Amtrak Senior Executive Vice President Stephen Gardner’s response to Railway Age’s recent coverage of Amtrak encapsulates perfectly why Amtrak is such a rolling financial and commercial disaster. It also shows that Amtrak’s senior leadership is either deep in the well of self-delusion, or possibly intentionally misleading its various stakeholders.
Gardner makes several assertions of a carefully selected subset of data points that support his thesis that all is well at Amtrak. These assertions, characteristic of recent Amtrak propaganda, omit more than they state, but even what they state is either false or misleading. These examples illustrate the problem:
Gardner disparages the long-distance trains because they account for only 15% of Amtrak’s “ridership.” He omits that they also produce the plurality of its output of passenger transport, substantially outperforming (last year and every year) the Northeast Corridor (NEC) and the regional corridors. Amtrak hides that output data because it collapses the myth that the NEC and the other short corridors are the company’s strongest business segments. Ridership—simply the number of customers carried—tells us nothing useful about Amtrak’s performance of its statutory mission to provide a national network of intercity rail passenger services. Only revenue passenger-miles measure the performance of that mission. Gardner ignores RPMs. Perhaps he fails to grasp their significance.
Gardner touts Amtrak’s fabulous financial performance in FY 2018 (the best in its history, he says) using a concocted artificial metric, “adjusted operating results” (key word: “adjusted”), that omits two critical points: the vast annual costs of upkeep in the NEC—not accounted for in Gardner’s claim—and Amtrak’s dismal corporate financial results using real-world (GAAP) business accounting. In FY 2018, Amtrak lost more than $868 million on $3.2 billion in revenue. And even that dismal outcome would have been far worse had Amtrak not massaged its results by deferring maintenance and purchasing—the oldest game in railroading—by $679 million, up a quarter of a billion dollars from the previous year.
If Amtrak honestly accounted for all the costs of generating its revenues, and included the vast infrastructure costs of the NEC, its losses and “cost recovery” would have been far worse than Gardner’s assertion.
Gardner’s biggest howler of all is the claim that the NEC produced a $526 million “operating surplus” that was “reinvested in NEC assets.” That is true only if, like Gardner, one fails to disclose and account for the billion dollars or more in annual fixed-asset costs in the NEC, and the additional half billion or more in budgeted and presumably necessary NEC maintenance that management deferred, because Amtrak’s revenues plus subsidies were so far short of covering all of its actual costs. Gardner omits any disclosure that the NEC’s $25 billion so-called state of good repair deficit also just rose by another half billion dollars as a result of its poor financial results and the consequent deferrals.

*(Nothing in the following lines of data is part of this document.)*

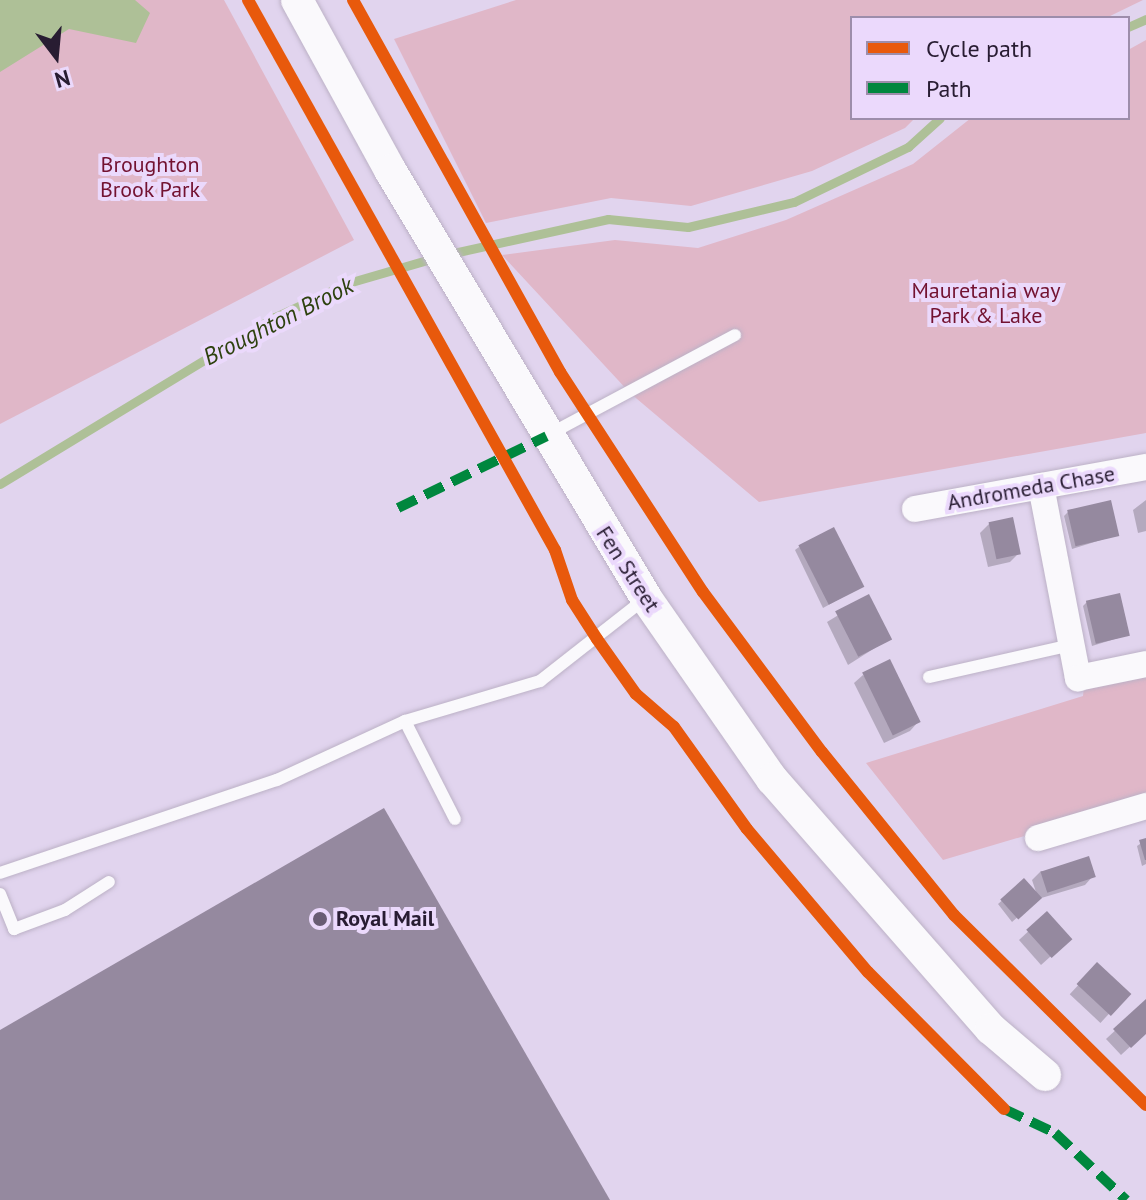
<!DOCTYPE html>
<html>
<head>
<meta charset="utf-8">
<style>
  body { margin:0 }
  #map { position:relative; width:1146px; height:1200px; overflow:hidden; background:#e1d4ee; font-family:"PT Sans",sans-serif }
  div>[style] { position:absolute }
  .green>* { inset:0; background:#e0b7c8 }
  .water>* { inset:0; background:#aec097 }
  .shadow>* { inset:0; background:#0003; transform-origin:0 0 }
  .stream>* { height:9px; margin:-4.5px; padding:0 4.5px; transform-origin:4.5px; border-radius:4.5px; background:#aec097 }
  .building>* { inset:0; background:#95899f; transform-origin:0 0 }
  .roads { filter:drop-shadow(0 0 2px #bcb1c6) drop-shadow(0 0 2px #bcb1c6) }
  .service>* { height:12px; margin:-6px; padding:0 6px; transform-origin:6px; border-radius:6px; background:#faf9fc }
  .minor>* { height:26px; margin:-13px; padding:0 13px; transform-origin:13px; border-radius:13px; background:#faf9fc }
  .tertiary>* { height:32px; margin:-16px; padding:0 16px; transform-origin:16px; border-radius:16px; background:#faf9fc }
  .quiet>* { height:10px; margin-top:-5px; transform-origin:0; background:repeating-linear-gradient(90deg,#00873e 0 20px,transparent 0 30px) }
  .cycleway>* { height:12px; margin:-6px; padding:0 6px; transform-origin:6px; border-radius:6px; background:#e8590c }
  .dots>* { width:22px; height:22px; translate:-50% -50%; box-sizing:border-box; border:4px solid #ebd9fc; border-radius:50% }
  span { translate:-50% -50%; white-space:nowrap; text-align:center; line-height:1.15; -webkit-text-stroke:8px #ebd9fc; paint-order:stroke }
  .park-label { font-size:22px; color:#731231 }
  .street-label { font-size:22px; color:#281c32 }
  .poi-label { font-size:22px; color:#281c32; font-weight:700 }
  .left { translate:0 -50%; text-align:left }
  .water-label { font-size:24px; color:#2e420f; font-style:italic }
  .legend { position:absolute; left:850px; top:16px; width:280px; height:104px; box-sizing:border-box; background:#ebd9fc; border:2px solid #9d8dab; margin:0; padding:10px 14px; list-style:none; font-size:24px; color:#281c32 }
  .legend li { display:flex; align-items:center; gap:16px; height:40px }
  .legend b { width:40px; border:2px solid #9d8dab }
  .north { position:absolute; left:16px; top:16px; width:80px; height:80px; -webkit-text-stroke:6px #ebd9fc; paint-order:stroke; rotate:164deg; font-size:22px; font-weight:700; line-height:32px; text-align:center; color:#281c32 }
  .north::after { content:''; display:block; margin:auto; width:28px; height:36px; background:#281c32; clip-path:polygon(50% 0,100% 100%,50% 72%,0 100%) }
</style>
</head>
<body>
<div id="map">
  <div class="green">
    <div style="clip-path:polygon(0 0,224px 0,354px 240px,0 424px)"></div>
    <div style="clip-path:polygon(516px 0,1143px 0,1106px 18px,852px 18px,852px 118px,915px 118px,905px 128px,812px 171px,691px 206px,611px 198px,486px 223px,394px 39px)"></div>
    <div style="clip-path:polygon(1146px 40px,1146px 433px,759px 502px,630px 393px,502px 255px,615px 240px,698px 248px,786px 220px,913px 164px,971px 118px,1128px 118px,1128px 50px)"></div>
    <div style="clip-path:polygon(1146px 672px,1146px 800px,943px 860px,866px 763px,1083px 696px,1084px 686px)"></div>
  </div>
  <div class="water">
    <div style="clip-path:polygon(0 0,135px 0,150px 13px,136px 43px,69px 29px,0 72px)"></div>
  </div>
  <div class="shadow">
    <div style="clip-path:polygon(1146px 500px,1146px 531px,1138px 533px,1133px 510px)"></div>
    <div style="clip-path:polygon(1068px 512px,1117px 535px,1072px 549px,1064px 516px)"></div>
    <div style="clip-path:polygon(989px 524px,1019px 553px,1010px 562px,988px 567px,980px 533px)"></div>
    <div style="clip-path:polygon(799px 547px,861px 587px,823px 608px,795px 550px)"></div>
    <div style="clip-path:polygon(868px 597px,889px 639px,848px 665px,827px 622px)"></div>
    <div style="clip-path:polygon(1087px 602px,1128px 635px,1092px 646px,1083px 606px)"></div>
    <div style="clip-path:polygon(863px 675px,918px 722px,910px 731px,884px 743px,854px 683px)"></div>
    <div style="clip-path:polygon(1146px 840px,1146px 864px,1142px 866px,1137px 846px)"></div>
    <div style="clip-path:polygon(1041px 871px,1093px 876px,1085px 885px,1038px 899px,1012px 922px,998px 904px,1024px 881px,1037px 895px,1032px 880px)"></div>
    <div style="clip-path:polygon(1047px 914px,1060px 948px,1041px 965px,1019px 940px)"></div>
    <div style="left:1097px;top:965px;width:42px;height:40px;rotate:43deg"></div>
    <div style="clip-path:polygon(1146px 1002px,1146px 1032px,1121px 1055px,1106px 1039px)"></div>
  </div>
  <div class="stream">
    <div style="left:1128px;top:27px;width:20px;rotate:-24deg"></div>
    <div style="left:449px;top:254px;width:163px;rotate:-12.4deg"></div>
    <div style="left:608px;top:219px;width:80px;rotate:5.7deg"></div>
    <div style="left:688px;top:227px;width:109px;rotate:-13.3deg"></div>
    <div style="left:794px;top:202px;width:127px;rotate:-25.8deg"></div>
    <div style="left:908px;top:147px;width:43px;rotate:-42.2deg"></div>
    <div style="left:0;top:484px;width:322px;rotate:-31.3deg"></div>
    <div style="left:275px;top:317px;width:81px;rotate:-25deg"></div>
    <div style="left:348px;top:283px;width:90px;rotate:-16.2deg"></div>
  </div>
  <div class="building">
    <div style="left:1111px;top:500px;width:37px;height:45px;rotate:77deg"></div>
    <div style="left:1013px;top:517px;width:38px;height:25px;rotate:78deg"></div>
    <div style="left:834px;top:527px;width:67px;height:40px;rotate:63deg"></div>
    <div style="left:1120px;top:593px;width:44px;height:35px;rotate:77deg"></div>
    <div style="left:869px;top:594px;width:51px;height:38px;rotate:63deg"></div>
    <div style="left:890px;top:659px;width:70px;height:31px;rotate:64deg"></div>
    <div style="clip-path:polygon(384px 808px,610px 1200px,0 1200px,0 1030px)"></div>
    <div style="clip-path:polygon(1146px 838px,1146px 860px,1145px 860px,1139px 840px)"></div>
    <div style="left:1089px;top:856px;width:22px;height:51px;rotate:72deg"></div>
    <div style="left:1024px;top:878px;width:27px;height:32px;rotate:48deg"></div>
    <div style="left:1047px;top:911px;width:38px;height:28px;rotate:48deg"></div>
    <div style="left:1097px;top:962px;width:47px;height:30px;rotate:43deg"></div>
    <div style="clip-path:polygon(1146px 999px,1146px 1034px,1131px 1048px,1113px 1029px)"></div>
  </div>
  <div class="roads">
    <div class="service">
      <div style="left:548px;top:435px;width:212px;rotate:-28.1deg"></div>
      <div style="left:929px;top:677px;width:146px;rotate:-12.7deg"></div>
      <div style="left:405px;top:721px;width:110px;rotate:63deg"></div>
      <div style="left:0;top:873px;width:292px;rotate:-18.6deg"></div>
      <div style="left:277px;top:780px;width:141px;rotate:-24.7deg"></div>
      <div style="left:405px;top:721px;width:141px;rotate:-16.5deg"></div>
      <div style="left:540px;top:681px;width:135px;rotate:-38.1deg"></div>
      <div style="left:0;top:894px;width:38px;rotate:68deg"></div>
      <div style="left:14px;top:929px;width:54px;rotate:-20.4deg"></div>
      <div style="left:65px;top:910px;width:52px;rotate:-32.5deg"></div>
    </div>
    <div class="minor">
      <div style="left:1041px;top:486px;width:196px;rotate:79.1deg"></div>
      <div style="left:1078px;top:678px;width:69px;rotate:-11.6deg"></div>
      <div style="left:915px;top:509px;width:235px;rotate:-10.3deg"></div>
      <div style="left:1038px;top:838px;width:113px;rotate:-16.5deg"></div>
    </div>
    <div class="tertiary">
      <div style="left:297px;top:0;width:194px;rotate:61.3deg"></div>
      <div style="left:390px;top:170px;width:499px;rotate:59.1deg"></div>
      <div style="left:646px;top:598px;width:221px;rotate:55.2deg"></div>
      <div style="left:772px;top:779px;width:332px;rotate:48.8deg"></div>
      <div style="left:991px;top:1029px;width:71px;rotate:40.4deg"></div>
    </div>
  </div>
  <div class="quiet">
    <div style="left:398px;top:508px;width:165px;rotate:-25.8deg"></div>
    <div style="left:1004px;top:1109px;width:56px;rotate:25.2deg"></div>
    <div style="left:1055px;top:1133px;width:98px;rotate:43.3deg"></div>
  </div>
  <div class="cycleway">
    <div style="left:248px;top:0;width:630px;rotate:60.83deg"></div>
    <div style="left:555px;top:550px;width:53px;rotate:71.2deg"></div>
    <div style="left:572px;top:600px;width:46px;rotate:57.3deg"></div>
    <div style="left:597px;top:639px;width:67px;rotate:54.7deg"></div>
    <div style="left:636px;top:694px;width:50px;rotate:41deg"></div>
    <div style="left:674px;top:727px;width:125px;rotate:54.4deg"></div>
    <div style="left:747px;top:829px;width:187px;rotate:49.8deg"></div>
    <div style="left:868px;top:972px;width:193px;rotate:45.2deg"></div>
    <div style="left:353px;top:0;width:426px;rotate:60.9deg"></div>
    <div style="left:560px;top:372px;width:262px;rotate:57deg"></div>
    <div style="left:703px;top:592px;width:199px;rotate:53.4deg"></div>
    <div style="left:822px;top:752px;width:210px;rotate:51deg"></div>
    <div style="left:954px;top:915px;width:270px;rotate:44.7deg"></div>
  </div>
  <div class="dots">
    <div style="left:320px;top:919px;background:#695c74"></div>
  </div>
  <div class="park-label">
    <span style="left:150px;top:177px">Broughton<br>Brook Park</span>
    <span style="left:986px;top:303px">Mauretania way<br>Park &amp; Lake</span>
  </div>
  <div class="street-label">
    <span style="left:1031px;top:488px;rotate:-10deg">Andromeda Chase</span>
    <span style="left:628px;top:569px;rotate:57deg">Fen Street</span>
  </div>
  <div class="poi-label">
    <span class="left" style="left:336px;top:919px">Royal Mail</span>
  </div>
  <div class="water-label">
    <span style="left:278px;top:321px;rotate:-27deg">Broughton Brook</span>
  </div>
  <ul class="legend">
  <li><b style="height:10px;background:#e8590c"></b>Cycle path</li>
  <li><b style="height:10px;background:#00873e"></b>Path</li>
  </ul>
  <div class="north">N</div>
</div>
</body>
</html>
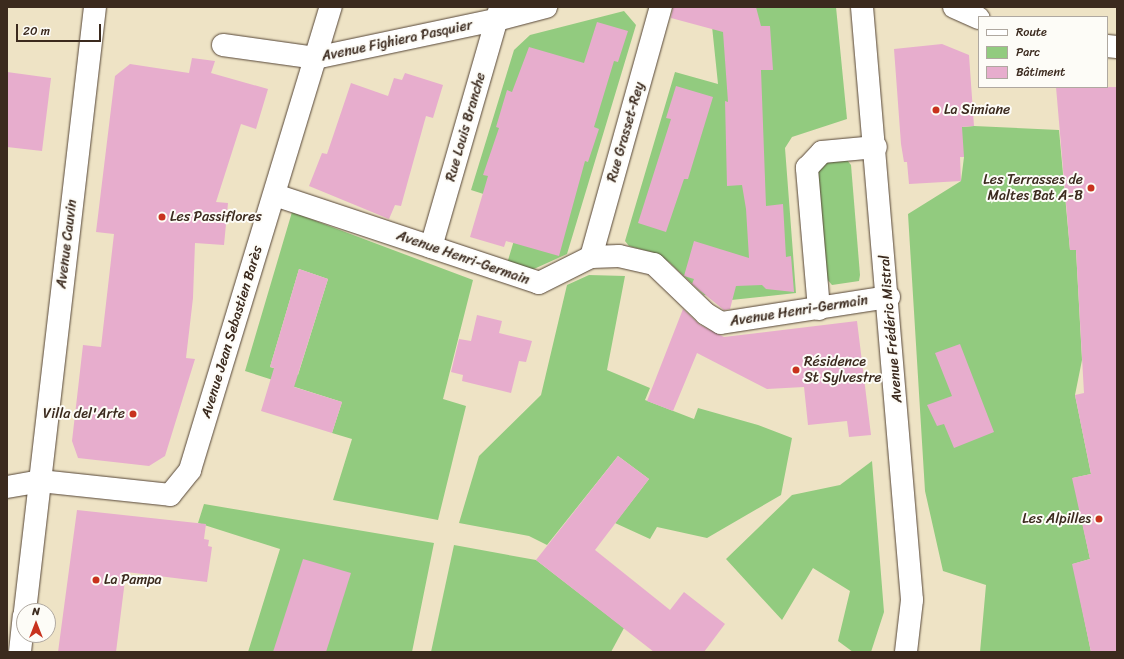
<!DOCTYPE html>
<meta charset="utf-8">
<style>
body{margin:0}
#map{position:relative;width:1124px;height:659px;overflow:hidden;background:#eee3c5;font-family:Sriracha,sans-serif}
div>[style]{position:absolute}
.green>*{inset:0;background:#92cb7f}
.building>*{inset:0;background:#e7adcd}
.roads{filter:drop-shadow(0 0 1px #564637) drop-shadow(0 0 1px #564637)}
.minor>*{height:22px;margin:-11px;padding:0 11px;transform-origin:11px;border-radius:11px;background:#fff}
.dots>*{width:11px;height:11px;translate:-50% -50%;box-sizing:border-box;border:2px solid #fdfcf7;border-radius:50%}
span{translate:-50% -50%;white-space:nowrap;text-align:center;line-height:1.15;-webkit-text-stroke:4px #fdfcf7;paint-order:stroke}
.street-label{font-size:14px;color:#3b2a1e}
.poi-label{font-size:14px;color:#3b2a1e}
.left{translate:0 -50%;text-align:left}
.right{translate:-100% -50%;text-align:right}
.frame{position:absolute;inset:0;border:8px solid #3b2a1e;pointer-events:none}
.legend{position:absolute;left:978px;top:16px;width:130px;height:72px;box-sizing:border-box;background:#fdfcf7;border:1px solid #afa8a0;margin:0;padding:5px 7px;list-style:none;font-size:12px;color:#3b2a1e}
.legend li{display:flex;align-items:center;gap:8px;height:20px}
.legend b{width:20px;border:1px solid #afa8a0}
.north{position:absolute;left:16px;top:603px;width:40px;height:40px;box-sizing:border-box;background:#fdfcf7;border:1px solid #afa8a0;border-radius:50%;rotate:0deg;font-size:11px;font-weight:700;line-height:16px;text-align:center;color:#3b2a1e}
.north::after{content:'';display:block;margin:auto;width:14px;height:18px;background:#c8321e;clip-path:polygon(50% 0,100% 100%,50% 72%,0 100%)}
.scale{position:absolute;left:16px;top:24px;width:85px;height:18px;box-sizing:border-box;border:2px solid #3b2a1e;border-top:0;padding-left:5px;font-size:12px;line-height:14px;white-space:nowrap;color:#3b2a1e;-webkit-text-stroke:3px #fdfcf7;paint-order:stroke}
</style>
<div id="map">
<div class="green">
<i style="clip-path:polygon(710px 7px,836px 7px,847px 119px,792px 137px,785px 148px,796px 293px,722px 301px,722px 297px,704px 295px,669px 262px,651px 252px,629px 246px,625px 241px,675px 72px,718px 84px)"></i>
<i style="clip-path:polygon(624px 11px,636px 25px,567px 254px,525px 273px,506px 267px,524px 207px,471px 190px,514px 50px,530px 35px)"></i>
<i style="clip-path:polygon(974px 126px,1059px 130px,1070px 250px,1076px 250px,1082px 360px,1075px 395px,1091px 474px,1073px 478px,1090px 559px,1073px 564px,1091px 652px,980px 652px,986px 585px,943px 571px,925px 491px,908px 214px,961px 181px,964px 157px,960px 157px,962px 127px)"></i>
<i style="clip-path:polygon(847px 160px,851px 165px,860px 275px,859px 281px,832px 285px,826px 278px,818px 168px,825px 161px)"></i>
<i style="clip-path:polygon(evenodd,292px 212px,473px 280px,443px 399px,466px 406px,438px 520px,333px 500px,352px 439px,332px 433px,342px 402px,245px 371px,292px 212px,299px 269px,328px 279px,298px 375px,270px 367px,299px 269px)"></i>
<i style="clip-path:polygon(589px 275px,625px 276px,607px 370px,650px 388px,645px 400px,694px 419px,698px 408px,758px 425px,792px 438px,781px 495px,707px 538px,657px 527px,650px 539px,615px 523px,649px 479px,618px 456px,547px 545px,529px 536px,459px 523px,479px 456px,541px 395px,567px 285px)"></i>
<i style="clip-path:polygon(872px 461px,884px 612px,871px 652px,853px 652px,838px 641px,850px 591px,813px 568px,782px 620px,726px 559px,792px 495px,840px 485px)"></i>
<i style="clip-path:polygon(204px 504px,434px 543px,412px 652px,248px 652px,280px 549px,198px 523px)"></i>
<i style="clip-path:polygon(454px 545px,536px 560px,624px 628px,611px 652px,431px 652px)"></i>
</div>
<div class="building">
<i style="clip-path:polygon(673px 7px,756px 7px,761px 26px,770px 26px,773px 70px,761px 70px,766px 206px,783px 204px,786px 257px,791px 256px,794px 292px,766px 289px,762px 285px,736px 286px,730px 309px,724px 310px,692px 284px,694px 279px,684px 276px,694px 241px,749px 258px,746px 209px,742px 185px,727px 186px,725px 101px,728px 102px,723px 32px,671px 18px)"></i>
<i style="clip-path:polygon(597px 22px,628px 31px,618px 62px,614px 61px,594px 127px,599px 129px,588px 162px,585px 161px,559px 256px,506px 241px,504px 247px,470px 237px,488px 176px,483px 175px,499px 128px,496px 127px,507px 90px,512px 92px,529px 47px,584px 63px)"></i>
<i style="clip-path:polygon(942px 44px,969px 55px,974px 126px,962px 127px,964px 157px,960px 157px,961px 181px,909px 184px,907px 162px,904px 162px,901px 144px,894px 49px)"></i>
<i style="clip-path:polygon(192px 58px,215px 61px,211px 73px,268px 89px,256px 129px,241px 124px,216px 202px,228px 203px,224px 245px,195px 243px,193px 298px,186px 358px,195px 359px,165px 456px,149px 466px,78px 458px,72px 441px,83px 345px,101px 347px,114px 234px,96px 232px,115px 76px,130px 64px,189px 73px)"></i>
<i style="clip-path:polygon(7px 72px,51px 78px,42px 151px,7px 147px)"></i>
<i style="clip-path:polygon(405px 73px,443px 85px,433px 118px,426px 116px,401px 206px,395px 205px,389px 219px,309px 186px,322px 153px,327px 154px,351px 83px,388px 96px,394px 78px,402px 80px)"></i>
<i style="clip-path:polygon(676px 86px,713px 97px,688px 179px,684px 179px,666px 232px,638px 223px,671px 119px,666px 118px)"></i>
<i style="clip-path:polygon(1056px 87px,1117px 87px,1117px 652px,1091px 652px,1072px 564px,1090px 559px,1072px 478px,1091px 474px,1075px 395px,1084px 393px,1076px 250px,1070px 250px)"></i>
<i style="clip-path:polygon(299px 269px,328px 279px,294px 387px,342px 402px,332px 433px,261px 411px,274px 368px,270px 367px)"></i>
<i style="clip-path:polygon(683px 309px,700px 325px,724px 337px,857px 321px,871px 435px,849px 437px,847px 421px,808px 425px,804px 387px,767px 389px,697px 353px,673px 411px,647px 401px)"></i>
<i style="clip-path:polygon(477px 315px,502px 321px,499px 333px,532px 341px,526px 362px,519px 361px,511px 393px,462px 381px,463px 375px,451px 372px,459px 339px,471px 341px)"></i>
<i style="clip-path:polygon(960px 344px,994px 432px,954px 448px,944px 424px,937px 426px,927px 405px,952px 396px,935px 353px)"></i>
<i style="clip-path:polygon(618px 456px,649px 479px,595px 550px,670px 610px,684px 592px,725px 624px,704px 652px,654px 652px,536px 560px)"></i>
<i style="clip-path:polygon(77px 510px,206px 524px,204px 539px,209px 540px,208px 546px,212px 547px,207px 582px,126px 572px,116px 652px,58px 652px)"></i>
<i style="clip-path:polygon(303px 559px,351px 573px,326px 652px,273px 652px)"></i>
</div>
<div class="roads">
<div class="minor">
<i style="left:862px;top:7px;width:595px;rotate:85.18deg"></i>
<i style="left:912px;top:600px;width:52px;rotate:96.6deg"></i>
<i style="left:954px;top:7px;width:27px;rotate:24deg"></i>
<i style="left:223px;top:45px;width:93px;rotate:8deg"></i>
<i style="left:315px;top:58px;width:185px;rotate:-11.9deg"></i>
<i style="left:496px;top:20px;width:52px;rotate:-14.6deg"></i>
<i style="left:1107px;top:46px;width:10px;rotate:6deg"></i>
<i style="left:275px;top:195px;width:278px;rotate:18.4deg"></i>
<i style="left:539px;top:283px;width:58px;rotate:-26.6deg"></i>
<i style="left:591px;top:257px;width:28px;rotate:-2deg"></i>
<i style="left:619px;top:256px;width:36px;rotate:13deg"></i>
<i style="left:654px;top:264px;width:72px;rotate:43.9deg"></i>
<i style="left:706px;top:314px;width:17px;rotate:31deg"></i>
<i style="left:721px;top:323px;width:170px;rotate:-8.8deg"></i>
<i style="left:431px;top:247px;width:249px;rotate:-73.9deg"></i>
<i style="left:591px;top:257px;width:260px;rotate:-74.4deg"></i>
<i style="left:819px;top:309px;width:142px;rotate:-94.9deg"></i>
<i style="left:807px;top:168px;width:22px;rotate:-47deg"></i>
<i style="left:822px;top:152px;width:54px;rotate:-5.3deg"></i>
<i style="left:7px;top:487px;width:34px;rotate:-10deg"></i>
<i style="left:40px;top:481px;width:131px;rotate:6.1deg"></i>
<i style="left:170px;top:495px;width:32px;rotate:-51deg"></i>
<i style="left:190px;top:470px;width:484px;rotate:-73.1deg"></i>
<i style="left:25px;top:611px;width:608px;rotate:-83.39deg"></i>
<i style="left:20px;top:652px;width:36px;rotate:-84deg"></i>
</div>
</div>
<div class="dots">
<i style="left:936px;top:110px;background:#c8321e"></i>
<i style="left:1091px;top:188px;background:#c8321e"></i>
<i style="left:162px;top:217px;background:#c8321e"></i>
<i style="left:796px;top:370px;background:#c8321e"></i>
<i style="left:133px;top:414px;background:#c8321e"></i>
<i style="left:1099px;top:519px;background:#c8321e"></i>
<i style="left:96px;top:580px;background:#c8321e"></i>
</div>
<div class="street-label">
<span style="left:397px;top:41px;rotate:-12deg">Avenue Fighiera Pasquier</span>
<span style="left:466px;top:127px;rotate:-74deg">Rue Louis Branche</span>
<span style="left:626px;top:132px;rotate:-74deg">Rue Grasset-Rey</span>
<span style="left:67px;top:244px;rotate:-83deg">Avenue Cauvin</span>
<span style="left:463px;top:258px;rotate:19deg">Avenue Henri-Germain</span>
<span style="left:799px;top:311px;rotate:-9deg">Avenue Henri-Germain</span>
<span style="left:891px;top:329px;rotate:-95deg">Avenue Frédéric Mistral</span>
<span style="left:232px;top:332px;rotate:-73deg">Avenue Jean Sebastien Barès</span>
</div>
<div class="poi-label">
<span class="left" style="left:944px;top:110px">La Simiane</span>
<span class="right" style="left:1083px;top:188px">Les Terrasses de<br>Maltes Bat A-B</span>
<span class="left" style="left:170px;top:217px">Les Passiflores</span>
<span class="left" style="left:804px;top:370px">Résidence<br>St Sylvestre</span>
<span class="right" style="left:125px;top:414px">Villa del'Arte</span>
<span class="right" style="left:1091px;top:519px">Les Alpilles</span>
<span class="left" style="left:104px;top:580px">La Pampa</span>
</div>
<div class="frame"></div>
<ul class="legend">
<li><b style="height:5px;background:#fff"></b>Route</li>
<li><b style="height:11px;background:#92cb7f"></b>Parc</li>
<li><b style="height:11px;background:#e7adcd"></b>Bâtiment</li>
</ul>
<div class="north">N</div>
<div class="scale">20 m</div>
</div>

Gardner coyly asserts that the recent effort by Indiana to free itself from Amtrak overcharging for operating the Hoosier State failed. He’s a little vague on why that occurred, neglecting to mention Amtrak’s actions that undermined it. Perhaps he never read Indiana’s contracts with Iowa Pacific and Amtrak, which guaranteed IP’s failure by promising Amtrak full recovery of its arbitrary and inflated “costs” of operating the train before IP was paid for its customer-facing contributions. No one could succeed under that arrangement. The wonder is not that IP withdrew, but that it lasted as long as it did.
Gardner also left out entirely some of the most important non-financial metrics of Amtrak’s performance in 2018. Most vitally, its market share for intercity passenger transport, both in the NEC and nationally, already trivially small, fell again in FY 2018, as it has every year for decades.
Worse, Amtrak continued its obstinate failure to invest in new capacity in the long-distance segment, where trains are statistically nearly sold out and thus incapable of growth. This is the only segment that generates a real cash surplus (more than $400 million in FY 2018) and therefore operates essentially free of federal or state subsidy. These trains soldier on despite Amtrak steadily stripping away their positive attributes, like dining cars, checked baggage, reliable connections and staffed stations.
The long-distance interregional trains are also the only segment that is even capable of either organic or scale growth, because it is the only segment where latent demand exceeds capacity. The low load factors in the NEC and other corridors, a constant for decades, show compellingly that those vacant seat-miles cannot be sold. If they could be, by now they would be and Amtrak surely would show much higher corridor load factors (small gains in load factors in FY 2018 instead reflect quiet reductions in train- and car-miles, not significant increases in passenger-miles).
Measured by actual financial results (not Amtrak-“adjusted” data), by financial returns on capital investment (which historically are negative in the NEC), and by social relevance measured by market share, Amtrak is a basket case propped up only by political interest in feeding billions in subsidy into NEC infrastructure.
It doesn’t have to be that way. But as long as Amtrak allocates capital based on political inertia rather than financial returns, willfully fails to grow its largest and only commercially successful business segment, and engages in blatant self-deception through its use of inappropriate metrics and manufactured accounting as reflected in Stephen Gardner’s arguments, it is doomed.